Task requirements → Report each line of the data that has "absolute" somewhere in it.

── Entries provided ──

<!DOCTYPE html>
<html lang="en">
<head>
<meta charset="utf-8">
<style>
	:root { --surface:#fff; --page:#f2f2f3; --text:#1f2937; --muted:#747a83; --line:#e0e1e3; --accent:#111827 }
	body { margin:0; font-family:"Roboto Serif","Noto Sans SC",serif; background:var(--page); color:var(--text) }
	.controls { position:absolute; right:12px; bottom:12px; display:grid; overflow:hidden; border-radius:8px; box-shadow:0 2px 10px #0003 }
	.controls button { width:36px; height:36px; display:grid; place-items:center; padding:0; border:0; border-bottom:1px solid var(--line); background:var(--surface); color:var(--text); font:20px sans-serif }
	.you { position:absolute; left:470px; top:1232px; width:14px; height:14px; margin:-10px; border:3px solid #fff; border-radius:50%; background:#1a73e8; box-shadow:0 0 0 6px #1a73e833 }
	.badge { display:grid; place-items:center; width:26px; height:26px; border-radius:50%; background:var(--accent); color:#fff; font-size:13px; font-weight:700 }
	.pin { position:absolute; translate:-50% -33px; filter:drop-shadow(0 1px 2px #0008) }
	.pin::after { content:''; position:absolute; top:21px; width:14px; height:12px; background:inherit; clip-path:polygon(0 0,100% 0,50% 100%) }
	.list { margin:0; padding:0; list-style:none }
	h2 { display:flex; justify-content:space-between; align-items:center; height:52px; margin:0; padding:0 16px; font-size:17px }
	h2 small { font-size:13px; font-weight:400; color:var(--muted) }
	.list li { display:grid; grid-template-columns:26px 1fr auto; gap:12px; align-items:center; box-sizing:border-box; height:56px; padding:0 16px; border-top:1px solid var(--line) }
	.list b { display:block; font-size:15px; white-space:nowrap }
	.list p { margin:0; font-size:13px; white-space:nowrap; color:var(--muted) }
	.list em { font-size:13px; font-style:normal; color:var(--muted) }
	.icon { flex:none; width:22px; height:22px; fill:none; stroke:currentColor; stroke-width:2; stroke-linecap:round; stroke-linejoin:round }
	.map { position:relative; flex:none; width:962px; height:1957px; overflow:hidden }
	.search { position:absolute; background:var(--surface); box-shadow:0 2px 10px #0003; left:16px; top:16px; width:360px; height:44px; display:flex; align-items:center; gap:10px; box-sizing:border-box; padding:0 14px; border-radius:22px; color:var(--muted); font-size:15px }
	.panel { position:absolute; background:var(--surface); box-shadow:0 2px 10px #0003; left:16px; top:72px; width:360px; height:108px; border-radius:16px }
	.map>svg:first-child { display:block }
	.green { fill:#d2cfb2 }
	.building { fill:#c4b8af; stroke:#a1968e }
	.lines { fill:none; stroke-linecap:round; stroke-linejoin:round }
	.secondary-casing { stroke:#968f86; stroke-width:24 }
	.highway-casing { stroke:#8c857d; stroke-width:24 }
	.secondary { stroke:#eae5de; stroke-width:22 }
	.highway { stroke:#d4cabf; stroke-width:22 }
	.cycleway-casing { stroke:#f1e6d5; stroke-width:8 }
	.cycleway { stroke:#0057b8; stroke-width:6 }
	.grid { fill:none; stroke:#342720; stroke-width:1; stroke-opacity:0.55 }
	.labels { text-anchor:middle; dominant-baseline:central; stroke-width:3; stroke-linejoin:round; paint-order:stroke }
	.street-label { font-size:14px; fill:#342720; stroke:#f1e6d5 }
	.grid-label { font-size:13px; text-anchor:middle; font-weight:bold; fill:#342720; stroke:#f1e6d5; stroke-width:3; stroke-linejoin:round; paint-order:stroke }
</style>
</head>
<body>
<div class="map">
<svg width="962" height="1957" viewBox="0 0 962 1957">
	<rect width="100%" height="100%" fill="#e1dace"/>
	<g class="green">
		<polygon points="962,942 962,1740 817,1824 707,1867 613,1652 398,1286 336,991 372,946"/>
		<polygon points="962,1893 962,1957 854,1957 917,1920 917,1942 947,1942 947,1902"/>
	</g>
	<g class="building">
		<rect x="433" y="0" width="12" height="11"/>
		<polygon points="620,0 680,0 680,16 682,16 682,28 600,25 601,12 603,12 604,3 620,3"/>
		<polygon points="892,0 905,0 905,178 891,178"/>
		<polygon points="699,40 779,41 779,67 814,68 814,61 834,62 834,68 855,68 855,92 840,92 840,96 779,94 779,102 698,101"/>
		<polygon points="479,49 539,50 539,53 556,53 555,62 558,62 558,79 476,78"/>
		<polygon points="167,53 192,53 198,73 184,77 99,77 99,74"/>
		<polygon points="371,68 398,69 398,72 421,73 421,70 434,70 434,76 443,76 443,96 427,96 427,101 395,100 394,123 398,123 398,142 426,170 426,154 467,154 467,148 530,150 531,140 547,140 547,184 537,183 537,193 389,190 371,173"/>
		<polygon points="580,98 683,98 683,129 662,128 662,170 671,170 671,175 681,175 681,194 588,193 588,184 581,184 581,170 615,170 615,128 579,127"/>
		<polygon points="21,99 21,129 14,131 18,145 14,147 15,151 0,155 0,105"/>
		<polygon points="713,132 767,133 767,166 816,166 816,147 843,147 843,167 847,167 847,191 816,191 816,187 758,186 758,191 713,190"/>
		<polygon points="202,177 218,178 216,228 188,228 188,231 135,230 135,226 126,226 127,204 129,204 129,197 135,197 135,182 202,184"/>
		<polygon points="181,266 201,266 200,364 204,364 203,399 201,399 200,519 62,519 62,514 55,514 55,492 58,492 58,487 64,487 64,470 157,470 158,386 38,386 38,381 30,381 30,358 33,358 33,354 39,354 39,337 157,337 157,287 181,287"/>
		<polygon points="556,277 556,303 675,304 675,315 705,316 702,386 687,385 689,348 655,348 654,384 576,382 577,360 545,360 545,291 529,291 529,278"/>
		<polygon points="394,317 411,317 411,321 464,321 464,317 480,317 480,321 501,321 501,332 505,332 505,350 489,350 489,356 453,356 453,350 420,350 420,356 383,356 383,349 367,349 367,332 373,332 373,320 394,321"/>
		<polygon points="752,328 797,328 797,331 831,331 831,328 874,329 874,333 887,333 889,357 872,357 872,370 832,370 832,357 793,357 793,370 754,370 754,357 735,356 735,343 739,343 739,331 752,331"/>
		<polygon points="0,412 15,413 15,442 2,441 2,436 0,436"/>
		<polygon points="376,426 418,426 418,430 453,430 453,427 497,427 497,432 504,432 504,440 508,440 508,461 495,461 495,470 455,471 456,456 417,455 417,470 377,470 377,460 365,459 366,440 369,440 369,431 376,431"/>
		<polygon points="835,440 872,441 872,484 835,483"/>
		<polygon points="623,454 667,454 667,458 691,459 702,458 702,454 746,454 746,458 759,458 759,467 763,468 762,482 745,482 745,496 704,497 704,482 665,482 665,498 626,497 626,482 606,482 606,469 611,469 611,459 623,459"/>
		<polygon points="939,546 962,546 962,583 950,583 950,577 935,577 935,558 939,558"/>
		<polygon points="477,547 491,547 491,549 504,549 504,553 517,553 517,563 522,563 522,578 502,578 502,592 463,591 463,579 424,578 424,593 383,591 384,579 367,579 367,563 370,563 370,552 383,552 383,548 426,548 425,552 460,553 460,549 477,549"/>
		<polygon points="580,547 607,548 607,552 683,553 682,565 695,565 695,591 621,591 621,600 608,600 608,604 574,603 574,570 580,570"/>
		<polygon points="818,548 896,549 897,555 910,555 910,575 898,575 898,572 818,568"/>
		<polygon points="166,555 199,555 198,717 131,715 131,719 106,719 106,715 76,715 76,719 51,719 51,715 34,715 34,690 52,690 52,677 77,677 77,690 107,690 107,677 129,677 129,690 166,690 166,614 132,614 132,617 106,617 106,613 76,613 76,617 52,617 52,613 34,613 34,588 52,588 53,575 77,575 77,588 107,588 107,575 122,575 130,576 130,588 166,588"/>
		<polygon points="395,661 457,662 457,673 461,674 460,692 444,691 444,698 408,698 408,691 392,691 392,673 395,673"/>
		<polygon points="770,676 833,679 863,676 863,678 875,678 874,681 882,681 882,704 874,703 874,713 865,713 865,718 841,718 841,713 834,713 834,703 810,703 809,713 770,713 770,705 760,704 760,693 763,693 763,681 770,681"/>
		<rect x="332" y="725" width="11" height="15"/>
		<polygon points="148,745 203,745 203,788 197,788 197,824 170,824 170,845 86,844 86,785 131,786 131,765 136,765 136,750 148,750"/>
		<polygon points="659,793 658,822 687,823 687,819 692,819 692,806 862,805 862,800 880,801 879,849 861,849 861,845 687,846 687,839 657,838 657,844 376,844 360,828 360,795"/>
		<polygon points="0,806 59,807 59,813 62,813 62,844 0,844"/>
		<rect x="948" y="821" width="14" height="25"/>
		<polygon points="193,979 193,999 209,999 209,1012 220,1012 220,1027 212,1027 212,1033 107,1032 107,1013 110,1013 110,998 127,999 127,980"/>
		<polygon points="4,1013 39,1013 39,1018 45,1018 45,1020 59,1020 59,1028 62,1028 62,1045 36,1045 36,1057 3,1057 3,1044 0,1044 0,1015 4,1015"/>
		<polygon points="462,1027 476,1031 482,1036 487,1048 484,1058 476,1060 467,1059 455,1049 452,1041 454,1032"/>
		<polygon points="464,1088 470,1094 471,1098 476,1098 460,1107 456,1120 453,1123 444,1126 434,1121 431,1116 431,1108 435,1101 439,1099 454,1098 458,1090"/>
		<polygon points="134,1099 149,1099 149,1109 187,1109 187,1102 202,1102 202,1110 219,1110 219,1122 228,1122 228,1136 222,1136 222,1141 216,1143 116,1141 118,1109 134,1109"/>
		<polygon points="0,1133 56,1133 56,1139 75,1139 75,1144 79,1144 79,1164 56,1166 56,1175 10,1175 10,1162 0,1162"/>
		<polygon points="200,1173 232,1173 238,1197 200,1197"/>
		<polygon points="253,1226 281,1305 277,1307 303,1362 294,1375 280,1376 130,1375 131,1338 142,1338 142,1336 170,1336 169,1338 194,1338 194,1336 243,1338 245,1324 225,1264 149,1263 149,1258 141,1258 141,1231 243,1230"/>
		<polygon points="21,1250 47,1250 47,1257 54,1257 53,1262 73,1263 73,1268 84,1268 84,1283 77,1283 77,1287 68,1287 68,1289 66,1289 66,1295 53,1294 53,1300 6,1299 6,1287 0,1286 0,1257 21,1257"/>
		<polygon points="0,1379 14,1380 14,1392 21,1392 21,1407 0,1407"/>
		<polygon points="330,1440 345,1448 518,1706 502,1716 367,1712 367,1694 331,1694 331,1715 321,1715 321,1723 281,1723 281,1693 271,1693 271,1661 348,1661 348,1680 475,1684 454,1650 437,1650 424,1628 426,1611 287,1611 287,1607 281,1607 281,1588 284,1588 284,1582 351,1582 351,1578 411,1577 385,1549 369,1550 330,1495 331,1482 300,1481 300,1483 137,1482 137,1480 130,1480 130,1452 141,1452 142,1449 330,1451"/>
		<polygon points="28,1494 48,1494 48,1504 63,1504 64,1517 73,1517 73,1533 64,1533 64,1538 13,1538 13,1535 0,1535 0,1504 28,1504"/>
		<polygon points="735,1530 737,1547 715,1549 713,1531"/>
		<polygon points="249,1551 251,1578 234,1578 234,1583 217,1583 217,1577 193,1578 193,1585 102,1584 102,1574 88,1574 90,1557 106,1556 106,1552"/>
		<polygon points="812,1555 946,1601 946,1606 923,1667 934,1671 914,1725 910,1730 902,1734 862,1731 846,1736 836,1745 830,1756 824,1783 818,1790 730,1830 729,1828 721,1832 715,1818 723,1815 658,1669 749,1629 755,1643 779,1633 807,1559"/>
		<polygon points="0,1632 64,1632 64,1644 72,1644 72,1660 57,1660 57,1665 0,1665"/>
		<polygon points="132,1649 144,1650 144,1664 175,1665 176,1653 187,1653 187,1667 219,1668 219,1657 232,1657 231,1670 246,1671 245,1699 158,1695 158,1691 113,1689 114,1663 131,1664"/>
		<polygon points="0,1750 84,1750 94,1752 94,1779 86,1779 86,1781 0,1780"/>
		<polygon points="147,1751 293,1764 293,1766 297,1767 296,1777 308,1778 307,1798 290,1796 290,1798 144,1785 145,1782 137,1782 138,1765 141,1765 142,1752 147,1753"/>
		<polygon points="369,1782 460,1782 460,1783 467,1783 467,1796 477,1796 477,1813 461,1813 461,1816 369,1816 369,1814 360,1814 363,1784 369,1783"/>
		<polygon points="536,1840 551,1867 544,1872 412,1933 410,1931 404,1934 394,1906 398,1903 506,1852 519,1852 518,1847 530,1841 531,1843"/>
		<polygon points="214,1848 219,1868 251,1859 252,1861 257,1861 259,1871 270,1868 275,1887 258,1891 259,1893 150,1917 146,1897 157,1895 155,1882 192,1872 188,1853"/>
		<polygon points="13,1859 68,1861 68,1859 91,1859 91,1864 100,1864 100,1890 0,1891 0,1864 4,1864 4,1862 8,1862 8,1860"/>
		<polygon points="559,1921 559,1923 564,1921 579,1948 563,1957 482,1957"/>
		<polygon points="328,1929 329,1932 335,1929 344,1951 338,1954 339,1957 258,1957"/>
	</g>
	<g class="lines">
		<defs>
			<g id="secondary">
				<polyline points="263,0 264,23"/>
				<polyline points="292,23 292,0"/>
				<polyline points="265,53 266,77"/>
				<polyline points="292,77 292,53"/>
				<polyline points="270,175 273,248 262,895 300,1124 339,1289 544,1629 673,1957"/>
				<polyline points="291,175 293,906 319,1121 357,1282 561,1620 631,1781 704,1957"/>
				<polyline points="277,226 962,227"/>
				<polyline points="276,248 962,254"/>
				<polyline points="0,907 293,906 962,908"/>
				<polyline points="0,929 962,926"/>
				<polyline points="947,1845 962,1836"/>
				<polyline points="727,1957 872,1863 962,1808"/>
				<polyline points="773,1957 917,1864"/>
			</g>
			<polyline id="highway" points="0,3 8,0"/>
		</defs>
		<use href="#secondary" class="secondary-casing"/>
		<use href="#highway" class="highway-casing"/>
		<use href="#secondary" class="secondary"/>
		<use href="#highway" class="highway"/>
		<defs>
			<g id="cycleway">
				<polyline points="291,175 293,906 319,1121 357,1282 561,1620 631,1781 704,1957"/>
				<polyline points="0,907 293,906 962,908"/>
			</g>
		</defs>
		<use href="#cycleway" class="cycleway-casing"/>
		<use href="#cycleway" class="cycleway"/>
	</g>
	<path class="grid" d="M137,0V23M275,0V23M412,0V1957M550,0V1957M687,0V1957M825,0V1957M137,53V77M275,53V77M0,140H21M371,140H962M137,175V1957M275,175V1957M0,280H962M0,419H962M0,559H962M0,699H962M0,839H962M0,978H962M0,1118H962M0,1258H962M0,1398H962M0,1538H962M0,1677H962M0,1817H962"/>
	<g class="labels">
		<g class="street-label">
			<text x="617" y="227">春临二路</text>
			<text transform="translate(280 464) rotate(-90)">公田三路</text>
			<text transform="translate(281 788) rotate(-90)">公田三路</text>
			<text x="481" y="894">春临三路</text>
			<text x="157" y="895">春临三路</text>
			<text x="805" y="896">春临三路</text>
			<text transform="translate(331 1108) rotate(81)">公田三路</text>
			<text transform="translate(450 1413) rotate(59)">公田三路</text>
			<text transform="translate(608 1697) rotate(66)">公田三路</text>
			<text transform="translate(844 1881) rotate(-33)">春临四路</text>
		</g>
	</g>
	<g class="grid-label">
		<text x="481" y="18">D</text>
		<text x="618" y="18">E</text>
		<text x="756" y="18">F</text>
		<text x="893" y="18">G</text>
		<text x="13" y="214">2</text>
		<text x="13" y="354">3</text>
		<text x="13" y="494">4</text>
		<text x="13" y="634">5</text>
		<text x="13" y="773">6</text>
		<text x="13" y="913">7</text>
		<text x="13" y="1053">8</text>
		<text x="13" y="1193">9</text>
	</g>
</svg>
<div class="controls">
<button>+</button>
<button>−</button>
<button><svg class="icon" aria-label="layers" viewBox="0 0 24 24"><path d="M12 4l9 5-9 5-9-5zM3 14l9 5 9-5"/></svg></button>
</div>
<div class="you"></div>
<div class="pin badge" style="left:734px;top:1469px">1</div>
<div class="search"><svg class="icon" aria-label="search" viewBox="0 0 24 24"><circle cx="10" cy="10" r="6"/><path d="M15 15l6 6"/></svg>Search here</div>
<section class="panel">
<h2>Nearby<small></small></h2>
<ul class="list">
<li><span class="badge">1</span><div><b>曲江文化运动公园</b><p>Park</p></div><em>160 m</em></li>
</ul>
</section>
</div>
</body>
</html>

───

Your solution →
	.controls { position:absolute; right:12px; bottom:12px; display:grid; overflow:hidden; border-radius:8px; box-shadow:0 2px 10px #0003 }
	.you { position:absolute; left:470px; top:1232px; width:14px; height:14px; margin:-10px; border:3px solid #fff; border-radius:50%; background:#1a73e8; box-shadow:0 0 0 6px #1a73e833 }
	.pin { position:absolute; translate:-50% -33px; filter:drop-shadow(0 1px 2px #0008) }
	.pin::after { content:''; position:absolute; top:21px; width:14px; height:12px; background:inherit; clip-path:polygon(0 0,100% 0,50% 100%) }
	.search { position:absolute; background:var(--surface); box-shadow:0 2px 10px #0003; left:16px; top:16px; width:360px; height:44px; display:flex; align-items:center; gap:10px; box-sizing:border-box; padding:0 14px; border-radius:22px; color:var(--muted); font-size:15px }
	.panel { position:absolute; background:var(--surface); box-shadow:0 2px 10px #0003; left:16px; top:72px; width:360px; height:108px; border-radius:16px }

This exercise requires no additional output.